The Quarto template for this assignment may be found in the
repository at the following link: https://classroom.github.com/a/1VA3G83W
We will use a subset of the diamonds dataset; it is
available in your directory. Here we will formally describe some of the
variables which you will be using:
price: price in dollars
carat: the carat weight of the diamond
cut: the quality of the cut (in increasing order of
desirability, the categories are Fair, Good, Very Good, Premium,
Ideal)
color the color of the diamond, graded in letters from
J through D (lower letters are better color, so we would prefer a D
diamond vs. a J diamond)
clarity: the clarity of the diamond (in increasing
order of desirability, the categories are I1, SI2, SI1, VS2, VS1, VVS2,
VVS1, IF)
Important: Please continue to make regular commits
and follow good coding practices (e.g., with not having code run off the
page).

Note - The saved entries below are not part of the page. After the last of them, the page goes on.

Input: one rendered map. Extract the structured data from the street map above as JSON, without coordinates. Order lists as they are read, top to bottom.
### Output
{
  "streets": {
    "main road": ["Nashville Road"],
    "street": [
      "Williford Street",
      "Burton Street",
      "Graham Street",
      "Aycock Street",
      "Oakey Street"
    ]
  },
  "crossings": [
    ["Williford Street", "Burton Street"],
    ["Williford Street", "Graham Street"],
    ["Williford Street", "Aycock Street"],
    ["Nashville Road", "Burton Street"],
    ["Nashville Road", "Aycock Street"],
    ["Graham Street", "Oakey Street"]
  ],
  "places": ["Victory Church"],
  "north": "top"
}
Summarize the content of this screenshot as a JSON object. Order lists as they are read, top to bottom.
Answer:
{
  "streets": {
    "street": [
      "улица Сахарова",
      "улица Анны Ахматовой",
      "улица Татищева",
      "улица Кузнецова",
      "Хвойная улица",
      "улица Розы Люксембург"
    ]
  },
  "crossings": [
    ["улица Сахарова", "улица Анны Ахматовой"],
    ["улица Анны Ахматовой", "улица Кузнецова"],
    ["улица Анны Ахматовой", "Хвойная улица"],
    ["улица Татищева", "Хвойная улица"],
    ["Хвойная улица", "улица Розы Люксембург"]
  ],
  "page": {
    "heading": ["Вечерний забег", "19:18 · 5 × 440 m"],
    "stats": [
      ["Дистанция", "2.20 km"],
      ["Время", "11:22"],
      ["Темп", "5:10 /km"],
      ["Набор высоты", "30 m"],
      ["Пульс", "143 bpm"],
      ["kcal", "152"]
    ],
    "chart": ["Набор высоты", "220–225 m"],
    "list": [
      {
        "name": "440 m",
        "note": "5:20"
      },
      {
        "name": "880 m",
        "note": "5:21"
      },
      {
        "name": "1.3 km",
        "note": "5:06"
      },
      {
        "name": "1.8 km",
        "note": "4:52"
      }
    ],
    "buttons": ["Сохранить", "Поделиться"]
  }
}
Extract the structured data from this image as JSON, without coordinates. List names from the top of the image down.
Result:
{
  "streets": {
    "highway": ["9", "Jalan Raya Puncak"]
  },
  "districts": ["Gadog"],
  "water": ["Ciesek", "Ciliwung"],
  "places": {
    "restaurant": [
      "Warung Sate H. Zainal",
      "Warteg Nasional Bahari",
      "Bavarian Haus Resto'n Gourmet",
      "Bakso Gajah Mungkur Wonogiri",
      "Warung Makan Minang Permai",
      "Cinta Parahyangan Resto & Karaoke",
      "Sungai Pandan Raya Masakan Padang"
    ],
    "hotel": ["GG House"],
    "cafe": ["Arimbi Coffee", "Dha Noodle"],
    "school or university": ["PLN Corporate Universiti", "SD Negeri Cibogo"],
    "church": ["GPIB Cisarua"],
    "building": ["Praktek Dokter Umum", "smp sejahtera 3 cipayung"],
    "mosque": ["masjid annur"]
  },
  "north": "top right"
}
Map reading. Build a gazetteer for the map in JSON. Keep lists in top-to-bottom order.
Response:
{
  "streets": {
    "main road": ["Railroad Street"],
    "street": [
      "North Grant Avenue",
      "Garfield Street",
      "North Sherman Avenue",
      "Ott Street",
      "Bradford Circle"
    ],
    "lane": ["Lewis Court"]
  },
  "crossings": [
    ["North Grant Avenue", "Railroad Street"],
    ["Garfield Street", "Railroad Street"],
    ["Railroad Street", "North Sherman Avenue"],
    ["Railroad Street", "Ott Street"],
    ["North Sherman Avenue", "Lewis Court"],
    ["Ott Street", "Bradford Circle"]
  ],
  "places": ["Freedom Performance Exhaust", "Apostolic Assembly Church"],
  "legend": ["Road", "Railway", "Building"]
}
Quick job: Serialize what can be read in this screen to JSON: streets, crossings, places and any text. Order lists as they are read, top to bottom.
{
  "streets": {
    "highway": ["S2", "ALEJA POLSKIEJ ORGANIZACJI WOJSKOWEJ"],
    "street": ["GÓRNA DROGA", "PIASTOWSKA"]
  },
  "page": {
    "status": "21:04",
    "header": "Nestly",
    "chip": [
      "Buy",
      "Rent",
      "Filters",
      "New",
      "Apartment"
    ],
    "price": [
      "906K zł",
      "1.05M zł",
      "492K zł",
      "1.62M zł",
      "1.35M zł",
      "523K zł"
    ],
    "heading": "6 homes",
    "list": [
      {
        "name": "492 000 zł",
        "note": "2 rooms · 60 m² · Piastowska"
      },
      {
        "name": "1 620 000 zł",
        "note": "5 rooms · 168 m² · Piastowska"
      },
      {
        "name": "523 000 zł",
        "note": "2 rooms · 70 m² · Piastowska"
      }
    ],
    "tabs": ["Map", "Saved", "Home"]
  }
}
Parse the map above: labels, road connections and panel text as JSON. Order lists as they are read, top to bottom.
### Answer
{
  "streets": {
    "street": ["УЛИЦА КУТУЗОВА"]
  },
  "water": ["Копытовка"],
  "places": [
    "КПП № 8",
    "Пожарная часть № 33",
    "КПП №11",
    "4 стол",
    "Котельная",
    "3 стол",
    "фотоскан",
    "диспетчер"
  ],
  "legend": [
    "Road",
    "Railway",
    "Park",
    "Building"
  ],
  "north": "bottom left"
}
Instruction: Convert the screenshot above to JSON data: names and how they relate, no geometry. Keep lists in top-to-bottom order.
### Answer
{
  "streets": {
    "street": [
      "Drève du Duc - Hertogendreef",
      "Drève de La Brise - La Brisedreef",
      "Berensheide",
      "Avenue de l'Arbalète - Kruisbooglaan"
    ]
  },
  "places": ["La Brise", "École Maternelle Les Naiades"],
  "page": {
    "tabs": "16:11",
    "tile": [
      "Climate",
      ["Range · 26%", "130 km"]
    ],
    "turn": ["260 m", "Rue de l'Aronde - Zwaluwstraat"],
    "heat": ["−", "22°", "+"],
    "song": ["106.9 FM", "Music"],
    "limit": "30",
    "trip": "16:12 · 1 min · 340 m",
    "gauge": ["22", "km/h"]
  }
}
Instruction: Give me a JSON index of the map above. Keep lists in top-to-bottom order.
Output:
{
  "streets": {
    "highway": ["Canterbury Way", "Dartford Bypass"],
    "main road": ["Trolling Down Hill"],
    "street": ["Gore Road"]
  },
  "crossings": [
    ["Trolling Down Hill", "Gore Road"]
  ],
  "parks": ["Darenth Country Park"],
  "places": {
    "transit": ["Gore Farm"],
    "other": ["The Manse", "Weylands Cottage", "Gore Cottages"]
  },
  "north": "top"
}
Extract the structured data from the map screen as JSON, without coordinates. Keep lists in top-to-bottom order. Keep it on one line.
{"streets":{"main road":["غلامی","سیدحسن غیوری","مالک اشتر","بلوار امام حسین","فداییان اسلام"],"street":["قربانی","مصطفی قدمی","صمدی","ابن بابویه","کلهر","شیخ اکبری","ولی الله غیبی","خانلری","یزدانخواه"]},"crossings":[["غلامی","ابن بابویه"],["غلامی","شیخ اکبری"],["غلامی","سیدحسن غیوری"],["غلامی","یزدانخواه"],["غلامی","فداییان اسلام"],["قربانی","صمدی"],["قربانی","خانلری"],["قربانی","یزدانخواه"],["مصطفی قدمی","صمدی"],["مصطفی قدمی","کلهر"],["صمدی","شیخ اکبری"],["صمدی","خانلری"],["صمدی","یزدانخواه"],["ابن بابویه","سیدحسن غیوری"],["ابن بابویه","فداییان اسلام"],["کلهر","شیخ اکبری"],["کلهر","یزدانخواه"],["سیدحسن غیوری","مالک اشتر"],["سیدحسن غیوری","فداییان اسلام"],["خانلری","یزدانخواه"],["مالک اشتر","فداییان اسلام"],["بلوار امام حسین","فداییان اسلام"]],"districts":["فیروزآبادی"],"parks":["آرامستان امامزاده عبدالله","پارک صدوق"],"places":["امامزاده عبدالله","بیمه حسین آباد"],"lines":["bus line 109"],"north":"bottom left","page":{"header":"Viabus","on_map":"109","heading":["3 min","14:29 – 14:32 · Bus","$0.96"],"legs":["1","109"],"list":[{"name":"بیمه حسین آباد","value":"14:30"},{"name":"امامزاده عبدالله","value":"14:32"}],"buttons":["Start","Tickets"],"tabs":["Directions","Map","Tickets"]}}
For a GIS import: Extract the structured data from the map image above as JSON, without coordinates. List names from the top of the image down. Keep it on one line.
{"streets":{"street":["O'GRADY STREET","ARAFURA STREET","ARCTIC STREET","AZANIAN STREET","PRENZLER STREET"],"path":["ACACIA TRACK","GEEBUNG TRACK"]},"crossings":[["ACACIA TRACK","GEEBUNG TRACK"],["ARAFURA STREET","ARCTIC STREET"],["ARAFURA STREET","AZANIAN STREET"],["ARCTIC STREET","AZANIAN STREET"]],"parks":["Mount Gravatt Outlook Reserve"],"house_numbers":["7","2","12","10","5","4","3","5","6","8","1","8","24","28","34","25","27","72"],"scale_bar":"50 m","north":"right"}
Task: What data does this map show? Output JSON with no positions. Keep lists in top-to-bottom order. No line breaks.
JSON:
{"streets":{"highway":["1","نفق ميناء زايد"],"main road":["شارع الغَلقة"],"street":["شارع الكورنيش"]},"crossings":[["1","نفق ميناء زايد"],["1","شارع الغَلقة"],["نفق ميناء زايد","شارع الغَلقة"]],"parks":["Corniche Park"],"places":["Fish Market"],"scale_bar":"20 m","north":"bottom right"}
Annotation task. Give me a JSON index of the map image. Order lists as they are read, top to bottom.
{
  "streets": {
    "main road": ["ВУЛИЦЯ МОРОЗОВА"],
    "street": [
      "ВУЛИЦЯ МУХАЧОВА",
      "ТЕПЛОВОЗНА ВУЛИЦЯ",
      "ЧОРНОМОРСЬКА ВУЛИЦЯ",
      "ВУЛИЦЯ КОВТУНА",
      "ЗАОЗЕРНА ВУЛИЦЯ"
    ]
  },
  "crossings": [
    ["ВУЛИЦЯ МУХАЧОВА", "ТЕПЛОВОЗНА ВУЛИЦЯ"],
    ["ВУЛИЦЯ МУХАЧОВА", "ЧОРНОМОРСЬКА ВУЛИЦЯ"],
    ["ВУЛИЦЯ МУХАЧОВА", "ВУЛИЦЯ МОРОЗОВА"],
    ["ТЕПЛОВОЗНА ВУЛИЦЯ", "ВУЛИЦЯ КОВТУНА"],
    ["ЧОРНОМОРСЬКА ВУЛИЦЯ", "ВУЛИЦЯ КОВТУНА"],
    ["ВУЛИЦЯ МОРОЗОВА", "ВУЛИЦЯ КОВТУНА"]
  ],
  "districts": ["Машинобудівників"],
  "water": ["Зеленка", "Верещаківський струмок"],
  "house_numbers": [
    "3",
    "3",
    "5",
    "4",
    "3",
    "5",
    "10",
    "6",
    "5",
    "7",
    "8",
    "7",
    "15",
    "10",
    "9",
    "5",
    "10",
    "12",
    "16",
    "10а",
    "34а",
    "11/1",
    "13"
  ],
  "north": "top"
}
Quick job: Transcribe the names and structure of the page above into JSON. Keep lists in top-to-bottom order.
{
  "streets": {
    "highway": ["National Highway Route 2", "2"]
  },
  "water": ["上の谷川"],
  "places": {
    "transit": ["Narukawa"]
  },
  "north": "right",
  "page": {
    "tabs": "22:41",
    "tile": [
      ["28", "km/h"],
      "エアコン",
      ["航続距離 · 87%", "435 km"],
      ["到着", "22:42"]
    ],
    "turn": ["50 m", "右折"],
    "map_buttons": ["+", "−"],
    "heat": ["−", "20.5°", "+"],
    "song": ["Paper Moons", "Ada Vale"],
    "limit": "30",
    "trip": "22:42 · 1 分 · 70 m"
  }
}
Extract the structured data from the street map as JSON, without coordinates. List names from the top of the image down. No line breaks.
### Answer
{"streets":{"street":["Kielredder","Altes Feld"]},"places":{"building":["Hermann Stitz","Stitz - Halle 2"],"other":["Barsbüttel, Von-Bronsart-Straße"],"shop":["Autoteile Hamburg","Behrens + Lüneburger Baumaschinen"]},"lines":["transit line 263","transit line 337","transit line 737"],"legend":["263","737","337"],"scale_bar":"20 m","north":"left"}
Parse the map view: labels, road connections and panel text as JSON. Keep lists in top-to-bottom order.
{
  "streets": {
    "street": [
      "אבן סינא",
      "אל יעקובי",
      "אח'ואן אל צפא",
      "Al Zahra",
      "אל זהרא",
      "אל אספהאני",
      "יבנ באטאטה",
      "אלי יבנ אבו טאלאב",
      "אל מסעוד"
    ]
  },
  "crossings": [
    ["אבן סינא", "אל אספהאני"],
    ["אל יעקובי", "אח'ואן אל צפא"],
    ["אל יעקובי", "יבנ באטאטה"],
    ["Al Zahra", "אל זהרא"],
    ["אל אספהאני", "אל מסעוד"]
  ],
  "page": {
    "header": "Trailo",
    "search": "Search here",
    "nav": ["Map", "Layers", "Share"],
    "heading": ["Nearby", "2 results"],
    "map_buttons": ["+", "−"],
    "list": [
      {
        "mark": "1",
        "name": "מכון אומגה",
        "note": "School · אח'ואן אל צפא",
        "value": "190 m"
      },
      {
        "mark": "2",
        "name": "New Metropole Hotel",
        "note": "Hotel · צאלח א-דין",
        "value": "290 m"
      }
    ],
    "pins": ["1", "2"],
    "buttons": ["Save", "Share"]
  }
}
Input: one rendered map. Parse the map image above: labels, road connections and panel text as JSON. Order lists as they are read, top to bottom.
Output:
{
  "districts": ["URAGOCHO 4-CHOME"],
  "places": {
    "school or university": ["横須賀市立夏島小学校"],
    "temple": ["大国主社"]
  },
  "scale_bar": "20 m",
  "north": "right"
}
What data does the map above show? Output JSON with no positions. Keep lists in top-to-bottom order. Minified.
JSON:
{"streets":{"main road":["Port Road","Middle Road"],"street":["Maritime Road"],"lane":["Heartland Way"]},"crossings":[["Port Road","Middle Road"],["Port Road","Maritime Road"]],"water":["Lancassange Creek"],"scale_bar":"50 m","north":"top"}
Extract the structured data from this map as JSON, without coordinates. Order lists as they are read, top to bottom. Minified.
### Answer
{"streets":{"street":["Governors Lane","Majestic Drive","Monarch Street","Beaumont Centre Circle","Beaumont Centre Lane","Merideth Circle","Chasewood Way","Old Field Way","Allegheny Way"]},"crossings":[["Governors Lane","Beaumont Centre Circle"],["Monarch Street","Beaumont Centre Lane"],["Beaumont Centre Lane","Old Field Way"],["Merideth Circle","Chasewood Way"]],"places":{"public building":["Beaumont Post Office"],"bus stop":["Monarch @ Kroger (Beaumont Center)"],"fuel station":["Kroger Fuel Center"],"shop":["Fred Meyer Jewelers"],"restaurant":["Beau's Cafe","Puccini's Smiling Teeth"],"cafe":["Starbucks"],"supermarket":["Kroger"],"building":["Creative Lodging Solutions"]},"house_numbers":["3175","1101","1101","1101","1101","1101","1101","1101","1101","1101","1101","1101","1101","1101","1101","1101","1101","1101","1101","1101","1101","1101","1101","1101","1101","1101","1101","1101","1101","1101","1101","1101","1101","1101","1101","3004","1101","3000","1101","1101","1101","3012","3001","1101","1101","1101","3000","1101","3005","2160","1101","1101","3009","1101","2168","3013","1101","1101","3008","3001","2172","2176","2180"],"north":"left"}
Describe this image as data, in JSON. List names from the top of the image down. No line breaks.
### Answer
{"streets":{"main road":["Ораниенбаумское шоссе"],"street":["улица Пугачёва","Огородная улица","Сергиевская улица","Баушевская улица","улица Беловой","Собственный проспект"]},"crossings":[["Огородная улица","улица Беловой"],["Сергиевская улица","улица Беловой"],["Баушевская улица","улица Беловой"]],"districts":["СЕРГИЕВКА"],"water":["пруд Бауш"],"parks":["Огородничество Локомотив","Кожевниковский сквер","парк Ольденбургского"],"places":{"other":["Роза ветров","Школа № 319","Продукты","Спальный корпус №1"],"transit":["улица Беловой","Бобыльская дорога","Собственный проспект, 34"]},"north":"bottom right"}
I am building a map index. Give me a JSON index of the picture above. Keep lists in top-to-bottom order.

As well, suppress warnings and messages in your R code
chunks.
Note: “log(x)” refers to natural log (base \(e\)). “log2(x)” refers to log base 2. Be
careful in the following exercises!
- Create a linear model with log(price) (natural log) as the response
variable and log2(carat) (base 2), color, and clarity as predictors.
Describe the relationship between carat and price (while holding color
and clarity constant) as estimated by this model. Make sure your
explanation is on the original scales for carat and price (i.e.,
un-transformed).
- Evaluate whether the linear model assumptions for your model are
satisfied. You may assume independence is reasonable.
- Fit another linear model with log(price) (natural log) as the
response variable and log2(carat) (base 2) as the only
predictor. Provide and compare the RMSEs of these two models. Which
model seems to do better in terms of RMSE? What is the unit of the RMSE
of the model?
- Compare these two models - is there evidence that additionally
including color and clarity in the model is “helpful” somehow? Carry out
a formal test of the following hypotheses at the \(\alpha = 0.001\) significance level.
If you cannot carry out this test, explain why.:
- \(H_0\): All of the slopes
corresponding to the color and clarity terms are zero (while adjusting
for log2(carat))
- \(H_1\): At least one of the slopes
corresponding to the color or clarity terms are non-zero (while
adjusting for log2(carat))
- Consider the model with log(price) as the response variable and only
log2(carat) as the predictor. Suppose you wanted to compare it to a
model with log(price) as the response and only color/clarity as the
predictors. Describe how you might carry out a formal hypothesis test to
compare these two models. If you cannot carry out this test,
explain why.
- Consider the model on page 31 of the slides from Feb. 14. What do
you predict happens to price given a one unit change in carat size?